Try it —
Search the material below for lines containing the string "list", and copy every one you find.

Dataset records —
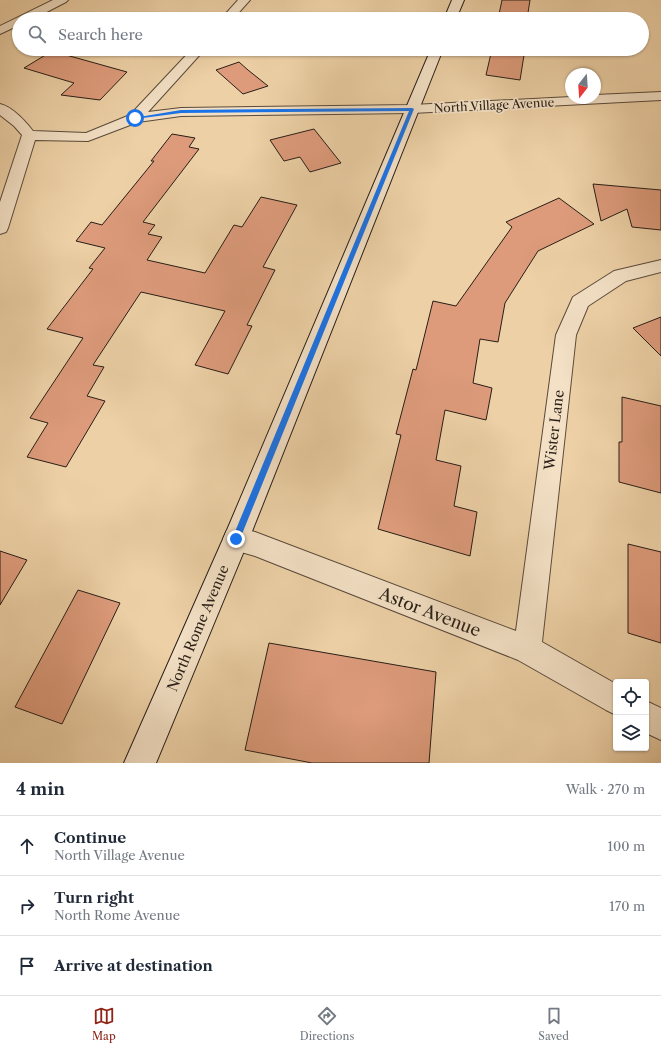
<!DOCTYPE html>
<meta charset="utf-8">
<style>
body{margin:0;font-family:"Libre Caslon Text",serif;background:#f6f6f7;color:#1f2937}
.controls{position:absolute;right:12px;bottom:12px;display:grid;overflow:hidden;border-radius:4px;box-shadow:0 1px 3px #0004}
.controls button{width:36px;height:36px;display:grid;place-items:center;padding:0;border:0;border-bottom:1px solid #e0e1e3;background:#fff;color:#1f2937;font:20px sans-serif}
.compass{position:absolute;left:565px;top:68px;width:36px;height:36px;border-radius:50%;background:#fff;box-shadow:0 1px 3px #0004;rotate:197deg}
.stop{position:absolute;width:12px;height:12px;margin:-9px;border:3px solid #1a73e8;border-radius:50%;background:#fff}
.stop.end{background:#1a73e8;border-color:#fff;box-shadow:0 1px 4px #0008}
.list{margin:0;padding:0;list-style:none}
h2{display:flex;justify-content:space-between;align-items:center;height:52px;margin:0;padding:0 16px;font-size:17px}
h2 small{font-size:13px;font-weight:400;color:#747a83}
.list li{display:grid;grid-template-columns:26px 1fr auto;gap:12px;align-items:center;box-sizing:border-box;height:60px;padding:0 16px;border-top:1px solid #e0e1e3}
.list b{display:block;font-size:15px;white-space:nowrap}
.list p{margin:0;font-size:13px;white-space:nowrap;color:#747a83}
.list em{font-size:13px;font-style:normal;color:#747a83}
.icon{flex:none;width:22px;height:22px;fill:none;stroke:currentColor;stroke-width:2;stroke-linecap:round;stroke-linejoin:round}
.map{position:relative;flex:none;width:661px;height:763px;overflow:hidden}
.search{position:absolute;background:#fff;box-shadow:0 1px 3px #0004;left:12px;right:12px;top:12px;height:44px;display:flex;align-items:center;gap:10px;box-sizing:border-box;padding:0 14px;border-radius:22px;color:#747a83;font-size:15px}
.sheet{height:232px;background:#fff}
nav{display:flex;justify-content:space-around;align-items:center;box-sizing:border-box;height:56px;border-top:1px solid #e0e1e3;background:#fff;font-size:11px;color:#747a83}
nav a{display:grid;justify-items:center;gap:2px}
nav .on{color:#8f2418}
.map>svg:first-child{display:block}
.building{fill:#dd9b7b;stroke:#281e16}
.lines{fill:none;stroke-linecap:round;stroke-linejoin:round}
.street-casing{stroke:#594a3a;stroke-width:2}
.secondary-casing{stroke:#281e16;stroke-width:2}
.street{fill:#f3e0c5;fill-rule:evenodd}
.secondary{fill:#f3e0c5;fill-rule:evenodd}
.route{fill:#1a73e8}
.labels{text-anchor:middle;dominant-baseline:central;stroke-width:3.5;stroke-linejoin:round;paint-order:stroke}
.far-street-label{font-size:12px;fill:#281e16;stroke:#f3e0c5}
.street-label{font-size:14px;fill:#281e16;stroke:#f3e0c5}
.near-street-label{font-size:17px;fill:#281e16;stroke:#f3e0c5}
</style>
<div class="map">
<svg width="661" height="763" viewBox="0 0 661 763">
<rect width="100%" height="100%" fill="#edd0a6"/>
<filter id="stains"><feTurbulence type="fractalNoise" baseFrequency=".005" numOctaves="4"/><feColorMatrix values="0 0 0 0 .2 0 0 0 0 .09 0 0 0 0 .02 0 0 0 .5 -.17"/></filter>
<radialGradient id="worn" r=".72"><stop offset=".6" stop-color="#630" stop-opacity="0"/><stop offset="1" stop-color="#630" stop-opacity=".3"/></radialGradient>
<path class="building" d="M 502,0 L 530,0 L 527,19 L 498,19 Z
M 492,49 L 525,49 L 520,80 L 486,75 Z
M 52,51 L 59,53 L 127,72 L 100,100 L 61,95 L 74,83 L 24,68 Z
M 239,62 L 248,70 L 268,86 L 243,94 L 216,70 Z
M 314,129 L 341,163 L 310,172 L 300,157 L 284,161 L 270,140 Z
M 172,134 L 195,138 L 189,147 L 199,149 L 143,222 L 155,225 L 148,234 L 162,237 L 147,260 L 205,273 L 234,225 L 242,227 L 261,197 L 297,205 L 263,267 L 275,270 L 247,325 L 252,326 L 228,374 L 195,365 L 225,311 L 141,292 L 93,365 L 104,367 L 87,396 L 105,401 L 66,467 L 27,457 L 48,423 L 30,418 L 83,338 L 47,329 L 93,269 L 89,268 L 105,248 L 76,241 L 91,222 L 102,225 L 154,161 L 151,161 Z
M 593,184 L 661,190 L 661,230 L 632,227 L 627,209 L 601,221 Z
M 559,198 L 594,224 L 538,251 L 505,303 L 498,342 L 480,339 L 473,383 L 492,388 L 486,420 L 445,410 L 436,460 L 461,466 L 454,506 L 477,512 L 470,556 L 378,529 L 401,435 L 396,434 L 413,369 L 416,370 L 433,301 L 456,306 L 512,227 L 506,222 Z
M 661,317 L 661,356 L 633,328 Z
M 622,397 L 661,406 L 661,493 L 619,482 L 619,442 L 622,442 Z
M 628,544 L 661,552 L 661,643 L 628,633 Z
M 0,551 L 27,560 L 0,605 Z
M 78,590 L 120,603 L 62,724 L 15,707 Z
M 269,643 L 436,672 L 429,763 L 312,763 L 245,750 Z"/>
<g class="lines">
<g class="street-casing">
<path id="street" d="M 53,0 L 68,0 L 66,2 L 33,19 L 19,19 L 19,25 L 0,34 L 0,26 Z
M 238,0 L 250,0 L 233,19 L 221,19 Z
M 192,49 L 205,49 L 148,112 L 181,108 L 412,105 L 571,97 L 571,98 L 595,98 L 595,95 L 661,92 L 661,100 L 412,113 L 181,116 L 138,122 L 88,141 L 35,140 L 8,228 L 6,232 L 0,234 L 0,202 L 22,135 L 14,126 L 0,115 L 0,104 C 13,107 25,121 33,131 L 86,133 L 130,115 Z
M 661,260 L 661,272 L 626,281 L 588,306 L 576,335 L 542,642 L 616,684 L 616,715 L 606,710 L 518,660 L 255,556 L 227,548 L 223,539 L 227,530 L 236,527 L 255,532 L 516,631 L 556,335 L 573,297 L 614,271 Z
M 646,701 L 661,708 L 661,740 L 646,733 Z"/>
</g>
<g class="secondary-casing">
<path id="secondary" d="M 452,0 L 464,0 L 456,19 L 444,19 Z
M 431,49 L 443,49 L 249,539 L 156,763 L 124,763 L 227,530 Z"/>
</g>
<use href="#street" class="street"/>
<use href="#secondary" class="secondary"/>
</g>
<path class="route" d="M 412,108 L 414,109 L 240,539 L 236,543 L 233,542 L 232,539 L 409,111 L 181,113 L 135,119 L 133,118 L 181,110 Z"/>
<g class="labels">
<g class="far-street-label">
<text transform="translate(494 105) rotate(-3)">North Village Avenue</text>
</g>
<g class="street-label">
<text transform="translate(554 430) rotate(-83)">Wister Lane</text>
<text transform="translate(198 628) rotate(-67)">North Rome Avenue</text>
</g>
<g class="near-street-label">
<text transform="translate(430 612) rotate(21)">Astor Avenue</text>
</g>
</g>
<rect width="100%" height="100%" filter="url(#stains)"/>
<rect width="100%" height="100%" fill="url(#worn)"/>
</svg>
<div class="controls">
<button><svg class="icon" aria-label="locate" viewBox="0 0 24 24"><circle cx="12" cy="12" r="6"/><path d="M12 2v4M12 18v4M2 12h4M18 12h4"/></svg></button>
<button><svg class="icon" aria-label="layers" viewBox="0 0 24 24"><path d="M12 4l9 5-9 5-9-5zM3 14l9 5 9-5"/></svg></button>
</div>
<svg class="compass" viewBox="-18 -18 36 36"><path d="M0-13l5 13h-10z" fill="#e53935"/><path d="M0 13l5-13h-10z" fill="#747a83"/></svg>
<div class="stop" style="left:135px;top:118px"></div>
<div class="stop end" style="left:236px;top:539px"></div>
<div class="search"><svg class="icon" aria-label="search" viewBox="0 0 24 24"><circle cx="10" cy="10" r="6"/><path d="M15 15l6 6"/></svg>Search here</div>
</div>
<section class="sheet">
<h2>4 min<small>Walk · 270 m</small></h2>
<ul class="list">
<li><svg class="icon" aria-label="ahead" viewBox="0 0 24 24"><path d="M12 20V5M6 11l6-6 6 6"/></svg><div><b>Continue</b><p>North Village Avenue</p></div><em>100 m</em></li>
<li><svg class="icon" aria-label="right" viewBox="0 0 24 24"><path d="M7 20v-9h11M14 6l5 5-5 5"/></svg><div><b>Turn right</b><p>North Rome Avenue</p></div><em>170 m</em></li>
<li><svg class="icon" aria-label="arrive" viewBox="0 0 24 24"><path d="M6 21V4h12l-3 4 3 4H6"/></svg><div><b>Arrive at destination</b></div></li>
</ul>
</section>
<nav>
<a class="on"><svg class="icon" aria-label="map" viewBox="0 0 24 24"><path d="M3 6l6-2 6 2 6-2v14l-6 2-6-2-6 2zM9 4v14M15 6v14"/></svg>Map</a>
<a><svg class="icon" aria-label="directions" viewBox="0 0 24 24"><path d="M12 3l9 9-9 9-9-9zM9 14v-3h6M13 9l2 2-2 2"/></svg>Directions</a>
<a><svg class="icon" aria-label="saved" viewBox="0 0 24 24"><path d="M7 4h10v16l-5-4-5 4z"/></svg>Saved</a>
</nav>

The answer —
.list{margin:0;padding:0;list-style:none}
.list li{display:grid;grid-template-columns:26px 1fr auto;gap:12px;align-items:center;box-sizing:border-box;height:60px;padding:0 16px;border-top:1px solid #e0e1e3}
.list b{display:block;font-size:15px;white-space:nowrap}
.list p{margin:0;font-size:13px;white-space:nowrap;color:#747a83}
.list em{font-size:13px;font-style:normal;color:#747a83}
<ul class="list">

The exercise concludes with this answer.